*Prompt*.
Reproduce the whole listing, keeping every character the same.

*Data to process*.
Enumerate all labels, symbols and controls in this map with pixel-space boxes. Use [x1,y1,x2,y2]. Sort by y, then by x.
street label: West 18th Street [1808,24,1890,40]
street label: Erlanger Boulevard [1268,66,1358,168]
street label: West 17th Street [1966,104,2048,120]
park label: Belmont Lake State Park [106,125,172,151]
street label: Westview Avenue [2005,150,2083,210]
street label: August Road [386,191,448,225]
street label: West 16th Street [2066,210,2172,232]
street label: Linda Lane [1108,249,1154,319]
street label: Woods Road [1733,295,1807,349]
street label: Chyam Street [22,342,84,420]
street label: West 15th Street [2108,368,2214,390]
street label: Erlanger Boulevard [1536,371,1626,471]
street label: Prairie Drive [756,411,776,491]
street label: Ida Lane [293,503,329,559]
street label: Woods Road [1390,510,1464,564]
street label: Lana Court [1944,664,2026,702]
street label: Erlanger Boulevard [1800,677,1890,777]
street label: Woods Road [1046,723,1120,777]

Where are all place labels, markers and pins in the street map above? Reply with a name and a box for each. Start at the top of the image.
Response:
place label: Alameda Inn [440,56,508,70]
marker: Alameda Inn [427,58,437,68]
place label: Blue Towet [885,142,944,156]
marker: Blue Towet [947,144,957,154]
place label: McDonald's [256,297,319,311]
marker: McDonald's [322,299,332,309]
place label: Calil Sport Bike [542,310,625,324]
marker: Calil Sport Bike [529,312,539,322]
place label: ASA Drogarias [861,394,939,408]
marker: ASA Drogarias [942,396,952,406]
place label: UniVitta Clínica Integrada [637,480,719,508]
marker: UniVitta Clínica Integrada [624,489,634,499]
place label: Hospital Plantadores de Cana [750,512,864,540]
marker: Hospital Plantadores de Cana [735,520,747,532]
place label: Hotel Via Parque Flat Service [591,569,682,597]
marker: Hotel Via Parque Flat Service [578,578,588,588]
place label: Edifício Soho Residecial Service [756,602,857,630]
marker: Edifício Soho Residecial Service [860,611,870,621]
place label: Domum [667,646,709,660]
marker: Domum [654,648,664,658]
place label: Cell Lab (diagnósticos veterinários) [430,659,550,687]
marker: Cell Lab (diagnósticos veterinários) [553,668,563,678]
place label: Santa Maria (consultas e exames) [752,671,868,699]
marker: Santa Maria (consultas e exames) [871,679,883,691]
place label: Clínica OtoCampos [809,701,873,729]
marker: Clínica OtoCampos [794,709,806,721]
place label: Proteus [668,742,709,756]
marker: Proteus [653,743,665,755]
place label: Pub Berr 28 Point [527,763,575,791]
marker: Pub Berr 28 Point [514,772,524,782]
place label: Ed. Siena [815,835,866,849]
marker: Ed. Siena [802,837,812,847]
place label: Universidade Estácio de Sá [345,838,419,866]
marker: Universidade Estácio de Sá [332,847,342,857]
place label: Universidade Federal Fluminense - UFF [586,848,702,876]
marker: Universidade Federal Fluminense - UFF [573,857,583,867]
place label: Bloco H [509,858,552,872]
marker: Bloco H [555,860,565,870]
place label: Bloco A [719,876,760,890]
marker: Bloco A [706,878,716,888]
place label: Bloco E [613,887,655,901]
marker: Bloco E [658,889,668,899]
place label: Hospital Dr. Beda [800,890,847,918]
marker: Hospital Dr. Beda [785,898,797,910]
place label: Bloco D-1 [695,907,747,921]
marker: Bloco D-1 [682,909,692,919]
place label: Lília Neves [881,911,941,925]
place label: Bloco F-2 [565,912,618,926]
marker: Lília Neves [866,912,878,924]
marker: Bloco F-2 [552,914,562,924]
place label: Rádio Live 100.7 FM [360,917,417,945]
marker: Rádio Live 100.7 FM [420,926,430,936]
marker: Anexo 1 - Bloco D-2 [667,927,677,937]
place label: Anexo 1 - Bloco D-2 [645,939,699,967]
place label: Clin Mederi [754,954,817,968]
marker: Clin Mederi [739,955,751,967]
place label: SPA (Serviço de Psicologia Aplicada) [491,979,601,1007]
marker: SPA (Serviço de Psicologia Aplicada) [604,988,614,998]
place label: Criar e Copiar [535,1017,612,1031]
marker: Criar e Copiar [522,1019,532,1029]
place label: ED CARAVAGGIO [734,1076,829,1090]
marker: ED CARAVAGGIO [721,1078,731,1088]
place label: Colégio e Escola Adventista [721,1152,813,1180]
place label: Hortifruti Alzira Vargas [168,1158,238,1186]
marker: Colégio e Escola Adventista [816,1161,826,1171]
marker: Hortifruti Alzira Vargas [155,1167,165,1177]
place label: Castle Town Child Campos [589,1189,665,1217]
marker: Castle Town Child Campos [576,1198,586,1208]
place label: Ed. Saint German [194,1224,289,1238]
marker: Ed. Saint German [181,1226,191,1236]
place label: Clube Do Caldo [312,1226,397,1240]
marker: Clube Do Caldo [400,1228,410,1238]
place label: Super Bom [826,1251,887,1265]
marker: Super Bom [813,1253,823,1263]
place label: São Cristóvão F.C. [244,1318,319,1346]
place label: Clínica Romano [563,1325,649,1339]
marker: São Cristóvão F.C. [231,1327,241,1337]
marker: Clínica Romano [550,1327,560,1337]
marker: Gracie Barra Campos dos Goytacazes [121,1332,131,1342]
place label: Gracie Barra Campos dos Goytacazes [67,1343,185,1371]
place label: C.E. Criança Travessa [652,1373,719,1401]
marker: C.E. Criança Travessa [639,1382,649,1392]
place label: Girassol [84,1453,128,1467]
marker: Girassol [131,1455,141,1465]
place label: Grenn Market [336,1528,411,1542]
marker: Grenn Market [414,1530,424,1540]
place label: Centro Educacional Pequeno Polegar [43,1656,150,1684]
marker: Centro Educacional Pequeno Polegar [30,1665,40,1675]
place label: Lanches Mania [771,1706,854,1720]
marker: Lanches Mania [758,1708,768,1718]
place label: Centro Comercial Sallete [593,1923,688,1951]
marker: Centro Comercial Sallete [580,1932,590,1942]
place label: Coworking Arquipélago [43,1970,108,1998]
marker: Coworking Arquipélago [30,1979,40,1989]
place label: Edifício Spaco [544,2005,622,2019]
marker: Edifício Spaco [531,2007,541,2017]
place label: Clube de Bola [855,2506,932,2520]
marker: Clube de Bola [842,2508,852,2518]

*Problem solution*.
Enumerate all labels, symbols and controls in this map with pixel-space boxes. Use [x1,y1,x2,y2]. Sort by y, then by x.
street label: West 18th Street [1808,24,1890,40]
street label: Erlanger Boulevard [1268,66,1358,168]
street label: West 17th Street [1966,104,2048,120]
park label: Belmont Lake State Park [106,125,172,151]
street label: Westview Avenue [2005,150,2083,210]
street label: August Road [386,191,448,225]
street label: West 16th Street [2066,210,2172,232]
street label: Linda Lane [1108,249,1154,319]
street label: Woods Road [1733,295,1807,349]
street label: Chyam Street [22,342,84,420]
street label: West 15th Street [2108,368,2214,390]
street label: Erlanger Boulevard [1536,371,1626,471]
street label: Prairie Drive [756,411,776,491]
street label: Ida Lane [293,503,329,559]
street label: Woods Road [1390,510,1464,564]
street label: Lana Court [1944,664,2026,702]
street label: Erlanger Boulevard [1800,677,1890,777]
street label: Woods Road [1046,723,1120,777]

Where are all place labels, markers and pins in the street map above? Reply with a name and a box for each. Start at the top of the image.
Response:
place label: Alameda Inn [440,56,508,70]
marker: Alameda Inn [427,58,437,68]
place label: Blue Towet [885,142,944,156]
marker: Blue Towet [947,144,957,154]
place label: McDonald's [256,297,319,311]
marker: McDonald's [322,299,332,309]
place label: Calil Sport Bike [542,310,625,324]
marker: Calil Sport Bike [529,312,539,322]
place label: ASA Drogarias [861,394,939,408]
marker: ASA Drogarias [942,396,952,406]
place label: UniVitta Clínica Integrada [637,480,719,508]
marker: UniVitta Clínica Integrada [624,489,634,499]
place label: Hospital Plantadores de Cana [750,512,864,540]
marker: Hospital Plantadores de Cana [735,520,747,532]
place label: Hotel Via Parque Flat Service [591,569,682,597]
marker: Hotel Via Parque Flat Service [578,578,588,588]
place label: Edifício Soho Residecial Service [756,602,857,630]
marker: Edifício Soho Residecial Service [860,611,870,621]
place label: Domum [667,646,709,660]
marker: Domum [654,648,664,658]
place label: Cell Lab (diagnósticos veterinários) [430,659,550,687]
marker: Cell Lab (diagnósticos veterinários) [553,668,563,678]
place label: Santa Maria (consultas e exames) [752,671,868,699]
marker: Santa Maria (consultas e exames) [871,679,883,691]
place label: Clínica OtoCampos [809,701,873,729]
marker: Clínica OtoCampos [794,709,806,721]
place label: Proteus [668,742,709,756]
marker: Proteus [653,743,665,755]
place label: Pub Berr 28 Point [527,763,575,791]
marker: Pub Berr 28 Point [514,772,524,782]
place label: Ed. Siena [815,835,866,849]
marker: Ed. Siena [802,837,812,847]
place label: Universidade Estácio de Sá [345,838,419,866]
marker: Universidade Estácio de Sá [332,847,342,857]
place label: Universidade Federal Fluminense - UFF [586,848,702,876]
marker: Universidade Federal Fluminense - UFF [573,857,583,867]
place label: Bloco H [509,858,552,872]
marker: Bloco H [555,860,565,870]
place label: Bloco A [719,876,760,890]
marker: Bloco A [706,878,716,888]
place label: Bloco E [613,887,655,901]
marker: Bloco E [658,889,668,899]
place label: Hospital Dr. Beda [800,890,847,918]
marker: Hospital Dr. Beda [785,898,797,910]
place label: Bloco D-1 [695,907,747,921]
marker: Bloco D-1 [682,909,692,919]
place label: Lília Neves [881,911,941,925]
place label: Bloco F-2 [565,912,618,926]
marker: Lília Neves [866,912,878,924]
marker: Bloco F-2 [552,914,562,924]
place label: Rádio Live 100.7 FM [360,917,417,945]
marker: Rádio Live 100.7 FM [420,926,430,936]
marker: Anexo 1 - Bloco D-2 [667,927,677,937]
place label: Anexo 1 - Bloco D-2 [645,939,699,967]
place label: Clin Mederi [754,954,817,968]
marker: Clin Mederi [739,955,751,967]
place label: SPA (Serviço de Psicologia Aplicada) [491,979,601,1007]
marker: SPA (Serviço de Psicologia Aplicada) [604,988,614,998]
place label: Criar e Copiar [535,1017,612,1031]
marker: Criar e Copiar [522,1019,532,1029]
place label: ED CARAVAGGIO [734,1076,829,1090]
marker: ED CARAVAGGIO [721,1078,731,1088]
place label: Colégio e Escola Adventista [721,1152,813,1180]
place label: Hortifruti Alzira Vargas [168,1158,238,1186]
marker: Colégio e Escola Adventista [816,1161,826,1171]
marker: Hortifruti Alzira Vargas [155,1167,165,1177]
place label: Castle Town Child Campos [589,1189,665,1217]
marker: Castle Town Child Campos [576,1198,586,1208]
place label: Ed. Saint German [194,1224,289,1238]
marker: Ed. Saint German [181,1226,191,1236]
place label: Clube Do Caldo [312,1226,397,1240]
marker: Clube Do Caldo [400,1228,410,1238]
place label: Super Bom [826,1251,887,1265]
marker: Super Bom [813,1253,823,1263]
place label: São Cristóvão F.C. [244,1318,319,1346]
place label: Clínica Romano [563,1325,649,1339]
marker: São Cristóvão F.C. [231,1327,241,1337]
marker: Clínica Romano [550,1327,560,1337]
marker: Gracie Barra Campos dos Goytacazes [121,1332,131,1342]
place label: Gracie Barra Campos dos Goytacazes [67,1343,185,1371]
place label: C.E. Criança Travessa [652,1373,719,1401]
marker: C.E. Criança Travessa [639,1382,649,1392]
place label: Girassol [84,1453,128,1467]
marker: Girassol [131,1455,141,1465]
place label: Grenn Market [336,1528,411,1542]
marker: Grenn Market [414,1530,424,1540]
place label: Centro Educacional Pequeno Polegar [43,1656,150,1684]
marker: Centro Educacional Pequeno Polegar [30,1665,40,1675]
place label: Lanches Mania [771,1706,854,1720]
marker: Lanches Mania [758,1708,768,1718]
place label: Centro Comercial Sallete [593,1923,688,1951]
marker: Centro Comercial Sallete [580,1932,590,1942]
place label: Coworking Arquipélago [43,1970,108,1998]
marker: Coworking Arquipélago [30,1979,40,1989]
place label: Edifício Spaco [544,2005,622,2019]
marker: Edifício Spaco [531,2007,541,2017]
place label: Clube de Bola [855,2506,932,2520]
marker: Clube de Bola [842,2508,852,2518]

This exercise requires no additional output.